- _Provided records_
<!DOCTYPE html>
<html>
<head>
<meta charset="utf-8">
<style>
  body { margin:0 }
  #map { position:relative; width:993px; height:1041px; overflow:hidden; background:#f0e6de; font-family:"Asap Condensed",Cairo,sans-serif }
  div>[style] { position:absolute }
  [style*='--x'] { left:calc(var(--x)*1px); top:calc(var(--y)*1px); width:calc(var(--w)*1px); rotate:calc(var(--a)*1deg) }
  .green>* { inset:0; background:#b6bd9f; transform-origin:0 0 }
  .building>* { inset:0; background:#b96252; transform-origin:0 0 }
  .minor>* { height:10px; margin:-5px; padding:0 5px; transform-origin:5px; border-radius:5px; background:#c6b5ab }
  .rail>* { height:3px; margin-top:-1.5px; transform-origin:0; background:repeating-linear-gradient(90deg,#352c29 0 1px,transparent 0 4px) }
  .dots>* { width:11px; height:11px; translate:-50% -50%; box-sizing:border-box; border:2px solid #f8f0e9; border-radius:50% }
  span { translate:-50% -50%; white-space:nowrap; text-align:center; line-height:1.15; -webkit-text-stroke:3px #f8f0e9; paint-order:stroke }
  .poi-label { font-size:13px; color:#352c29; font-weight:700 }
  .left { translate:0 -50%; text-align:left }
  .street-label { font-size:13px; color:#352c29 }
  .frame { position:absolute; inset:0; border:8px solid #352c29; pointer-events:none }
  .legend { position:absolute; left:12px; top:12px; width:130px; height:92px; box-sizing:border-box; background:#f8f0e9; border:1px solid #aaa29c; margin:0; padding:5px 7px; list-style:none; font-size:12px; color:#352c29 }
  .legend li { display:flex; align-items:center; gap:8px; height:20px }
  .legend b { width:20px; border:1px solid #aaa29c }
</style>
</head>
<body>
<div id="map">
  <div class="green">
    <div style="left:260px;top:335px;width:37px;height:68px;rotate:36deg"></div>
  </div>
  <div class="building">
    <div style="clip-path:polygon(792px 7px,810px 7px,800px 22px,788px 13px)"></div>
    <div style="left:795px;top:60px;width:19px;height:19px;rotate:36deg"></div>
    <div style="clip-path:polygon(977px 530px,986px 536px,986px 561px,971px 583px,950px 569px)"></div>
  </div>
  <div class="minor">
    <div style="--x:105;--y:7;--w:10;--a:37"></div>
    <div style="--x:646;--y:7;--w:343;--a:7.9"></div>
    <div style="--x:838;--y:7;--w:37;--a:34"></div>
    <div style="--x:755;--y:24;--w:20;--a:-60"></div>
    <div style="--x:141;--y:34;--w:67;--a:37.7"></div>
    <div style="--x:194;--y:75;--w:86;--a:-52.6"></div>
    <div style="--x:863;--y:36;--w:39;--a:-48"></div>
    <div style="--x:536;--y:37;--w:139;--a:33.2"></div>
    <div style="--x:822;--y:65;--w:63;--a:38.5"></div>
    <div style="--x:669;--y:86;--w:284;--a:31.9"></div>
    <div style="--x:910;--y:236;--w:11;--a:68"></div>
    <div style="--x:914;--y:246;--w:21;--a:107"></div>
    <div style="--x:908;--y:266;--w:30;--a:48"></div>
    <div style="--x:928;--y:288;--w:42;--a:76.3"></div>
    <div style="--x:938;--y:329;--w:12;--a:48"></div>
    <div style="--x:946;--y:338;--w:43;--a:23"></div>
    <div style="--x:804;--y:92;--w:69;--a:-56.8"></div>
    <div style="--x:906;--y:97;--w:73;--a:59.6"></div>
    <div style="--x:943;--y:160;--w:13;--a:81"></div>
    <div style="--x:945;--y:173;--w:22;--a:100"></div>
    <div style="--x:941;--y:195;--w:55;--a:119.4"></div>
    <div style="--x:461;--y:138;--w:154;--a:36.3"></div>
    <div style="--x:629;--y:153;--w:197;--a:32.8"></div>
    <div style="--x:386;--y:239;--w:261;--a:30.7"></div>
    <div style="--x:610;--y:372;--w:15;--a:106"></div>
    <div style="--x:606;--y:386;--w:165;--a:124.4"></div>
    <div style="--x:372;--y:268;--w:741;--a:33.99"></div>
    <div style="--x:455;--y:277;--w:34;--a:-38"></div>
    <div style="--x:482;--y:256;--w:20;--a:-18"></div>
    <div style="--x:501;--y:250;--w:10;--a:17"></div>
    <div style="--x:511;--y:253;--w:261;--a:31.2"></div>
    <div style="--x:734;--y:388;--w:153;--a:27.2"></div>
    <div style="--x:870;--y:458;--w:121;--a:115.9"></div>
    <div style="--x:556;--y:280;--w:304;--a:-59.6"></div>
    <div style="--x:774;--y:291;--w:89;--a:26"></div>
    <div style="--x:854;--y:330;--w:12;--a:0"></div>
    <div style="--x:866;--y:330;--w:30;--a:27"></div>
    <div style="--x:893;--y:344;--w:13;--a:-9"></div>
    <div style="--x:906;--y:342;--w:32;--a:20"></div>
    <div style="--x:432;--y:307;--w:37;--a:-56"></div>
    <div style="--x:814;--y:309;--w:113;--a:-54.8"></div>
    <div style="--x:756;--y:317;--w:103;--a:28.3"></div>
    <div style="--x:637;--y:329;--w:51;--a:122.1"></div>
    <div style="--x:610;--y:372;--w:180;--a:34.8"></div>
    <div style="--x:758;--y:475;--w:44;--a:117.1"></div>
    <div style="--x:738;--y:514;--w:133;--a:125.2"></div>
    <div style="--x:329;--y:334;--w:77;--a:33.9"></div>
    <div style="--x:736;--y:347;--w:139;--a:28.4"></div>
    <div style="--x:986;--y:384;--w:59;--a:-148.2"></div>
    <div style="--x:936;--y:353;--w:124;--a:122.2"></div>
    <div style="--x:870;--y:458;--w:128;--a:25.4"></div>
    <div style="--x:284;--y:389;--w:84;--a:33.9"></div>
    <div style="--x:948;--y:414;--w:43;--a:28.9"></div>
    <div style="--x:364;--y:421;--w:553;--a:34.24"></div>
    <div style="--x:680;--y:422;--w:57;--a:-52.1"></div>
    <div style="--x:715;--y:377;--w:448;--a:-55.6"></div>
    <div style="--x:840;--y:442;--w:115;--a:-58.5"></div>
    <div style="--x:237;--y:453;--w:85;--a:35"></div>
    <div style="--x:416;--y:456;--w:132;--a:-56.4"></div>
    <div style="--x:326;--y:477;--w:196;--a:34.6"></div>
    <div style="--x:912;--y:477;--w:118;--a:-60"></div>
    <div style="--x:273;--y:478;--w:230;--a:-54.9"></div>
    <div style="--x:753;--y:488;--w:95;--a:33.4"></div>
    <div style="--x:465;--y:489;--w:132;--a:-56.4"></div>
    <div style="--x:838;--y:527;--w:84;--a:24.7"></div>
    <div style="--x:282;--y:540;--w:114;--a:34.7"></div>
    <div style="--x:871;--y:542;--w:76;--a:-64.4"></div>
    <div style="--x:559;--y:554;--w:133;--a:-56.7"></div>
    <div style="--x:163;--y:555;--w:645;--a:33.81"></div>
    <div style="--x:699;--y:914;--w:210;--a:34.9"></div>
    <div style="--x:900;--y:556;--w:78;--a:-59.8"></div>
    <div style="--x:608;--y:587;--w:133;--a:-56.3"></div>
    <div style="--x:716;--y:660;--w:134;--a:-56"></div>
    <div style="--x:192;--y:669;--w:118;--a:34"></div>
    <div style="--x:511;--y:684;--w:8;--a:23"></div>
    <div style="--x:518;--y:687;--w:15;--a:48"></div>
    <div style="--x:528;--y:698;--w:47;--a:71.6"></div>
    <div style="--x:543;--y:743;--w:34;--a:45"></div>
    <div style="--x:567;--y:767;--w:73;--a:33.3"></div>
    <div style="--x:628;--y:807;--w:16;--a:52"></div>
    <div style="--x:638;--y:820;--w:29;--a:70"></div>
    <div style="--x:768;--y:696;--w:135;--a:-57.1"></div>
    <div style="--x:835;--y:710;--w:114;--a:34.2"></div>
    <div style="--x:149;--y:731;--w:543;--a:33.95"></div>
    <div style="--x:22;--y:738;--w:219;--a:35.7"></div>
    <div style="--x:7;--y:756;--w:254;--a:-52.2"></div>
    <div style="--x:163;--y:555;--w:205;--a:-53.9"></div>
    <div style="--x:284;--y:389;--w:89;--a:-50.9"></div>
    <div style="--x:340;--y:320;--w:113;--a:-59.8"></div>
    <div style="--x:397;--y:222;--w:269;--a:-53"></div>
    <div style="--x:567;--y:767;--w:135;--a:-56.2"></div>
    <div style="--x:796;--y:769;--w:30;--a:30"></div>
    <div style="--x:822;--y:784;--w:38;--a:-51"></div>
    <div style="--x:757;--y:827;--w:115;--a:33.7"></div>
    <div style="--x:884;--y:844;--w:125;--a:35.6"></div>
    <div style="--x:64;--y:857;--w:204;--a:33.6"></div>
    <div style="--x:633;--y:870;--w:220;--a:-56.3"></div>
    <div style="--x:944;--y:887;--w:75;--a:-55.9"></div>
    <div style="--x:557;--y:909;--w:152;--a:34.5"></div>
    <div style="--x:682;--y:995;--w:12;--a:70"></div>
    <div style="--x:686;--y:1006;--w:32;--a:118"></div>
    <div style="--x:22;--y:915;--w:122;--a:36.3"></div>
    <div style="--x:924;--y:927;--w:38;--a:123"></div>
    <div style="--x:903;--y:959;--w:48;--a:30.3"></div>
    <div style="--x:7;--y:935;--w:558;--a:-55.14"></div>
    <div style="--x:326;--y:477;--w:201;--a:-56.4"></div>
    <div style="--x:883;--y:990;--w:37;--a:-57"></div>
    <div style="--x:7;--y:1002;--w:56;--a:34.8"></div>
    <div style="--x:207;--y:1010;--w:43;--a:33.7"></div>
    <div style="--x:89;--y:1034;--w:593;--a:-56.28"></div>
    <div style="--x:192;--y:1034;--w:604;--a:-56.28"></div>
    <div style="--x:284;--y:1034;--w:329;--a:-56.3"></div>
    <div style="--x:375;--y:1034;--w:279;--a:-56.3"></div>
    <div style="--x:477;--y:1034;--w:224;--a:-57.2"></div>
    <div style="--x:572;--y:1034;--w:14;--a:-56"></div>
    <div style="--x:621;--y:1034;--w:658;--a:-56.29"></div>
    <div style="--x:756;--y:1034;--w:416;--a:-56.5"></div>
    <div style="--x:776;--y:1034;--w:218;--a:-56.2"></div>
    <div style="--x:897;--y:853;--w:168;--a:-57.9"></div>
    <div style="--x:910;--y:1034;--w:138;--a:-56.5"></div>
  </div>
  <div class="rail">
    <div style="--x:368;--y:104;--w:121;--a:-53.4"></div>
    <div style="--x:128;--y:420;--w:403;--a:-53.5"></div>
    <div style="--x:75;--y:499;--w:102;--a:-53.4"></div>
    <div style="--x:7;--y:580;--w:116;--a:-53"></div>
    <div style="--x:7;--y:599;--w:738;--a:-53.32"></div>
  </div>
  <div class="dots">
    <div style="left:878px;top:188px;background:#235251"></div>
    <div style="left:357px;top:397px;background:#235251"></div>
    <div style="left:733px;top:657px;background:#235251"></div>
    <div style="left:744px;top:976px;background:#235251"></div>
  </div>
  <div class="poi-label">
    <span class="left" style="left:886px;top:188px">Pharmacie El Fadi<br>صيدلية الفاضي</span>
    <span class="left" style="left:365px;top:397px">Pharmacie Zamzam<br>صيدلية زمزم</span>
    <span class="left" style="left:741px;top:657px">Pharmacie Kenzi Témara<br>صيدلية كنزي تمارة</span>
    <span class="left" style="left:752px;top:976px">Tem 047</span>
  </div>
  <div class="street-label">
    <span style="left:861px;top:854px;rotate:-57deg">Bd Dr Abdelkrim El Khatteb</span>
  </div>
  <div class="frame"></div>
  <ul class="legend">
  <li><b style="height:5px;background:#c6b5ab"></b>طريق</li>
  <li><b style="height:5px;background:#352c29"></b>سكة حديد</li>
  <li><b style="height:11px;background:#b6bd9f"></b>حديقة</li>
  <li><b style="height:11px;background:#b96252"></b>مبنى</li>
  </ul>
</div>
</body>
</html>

- _What you need to do_
Write out exactly the lines from the beginning of the material above through the line with "font-size:13px; color:#352c29; font-weight:700", including both and omitting all others.

- _Result of the exercise_
<!DOCTYPE html>
<html>
<head>
<meta charset="utf-8">
<style>
  body { margin:0 }
  #map { position:relative; width:993px; height:1041px; overflow:hidden; background:#f0e6de; font-family:"Asap Condensed",Cairo,sans-serif }
  div>[style] { position:absolute }
  [style*='--x'] { left:calc(var(--x)*1px); top:calc(var(--y)*1px); width:calc(var(--w)*1px); rotate:calc(var(--a)*1deg) }
  .green>* { inset:0; background:#b6bd9f; transform-origin:0 0 }
  .building>* { inset:0; background:#b96252; transform-origin:0 0 }
  .minor>* { height:10px; margin:-5px; padding:0 5px; transform-origin:5px; border-radius:5px; background:#c6b5ab }
  .rail>* { height:3px; margin-top:-1.5px; transform-origin:0; background:repeating-linear-gradient(90deg,#352c29 0 1px,transparent 0 4px) }
  .dots>* { width:11px; height:11px; translate:-50% -50%; box-sizing:border-box; border:2px solid #f8f0e9; border-radius:50% }
  span { translate:-50% -50%; white-space:nowrap; text-align:center; line-height:1.15; -webkit-text-stroke:3px #f8f0e9; paint-order:stroke }
  .poi-label { font-size:13px; color:#352c29; font-weight:700 }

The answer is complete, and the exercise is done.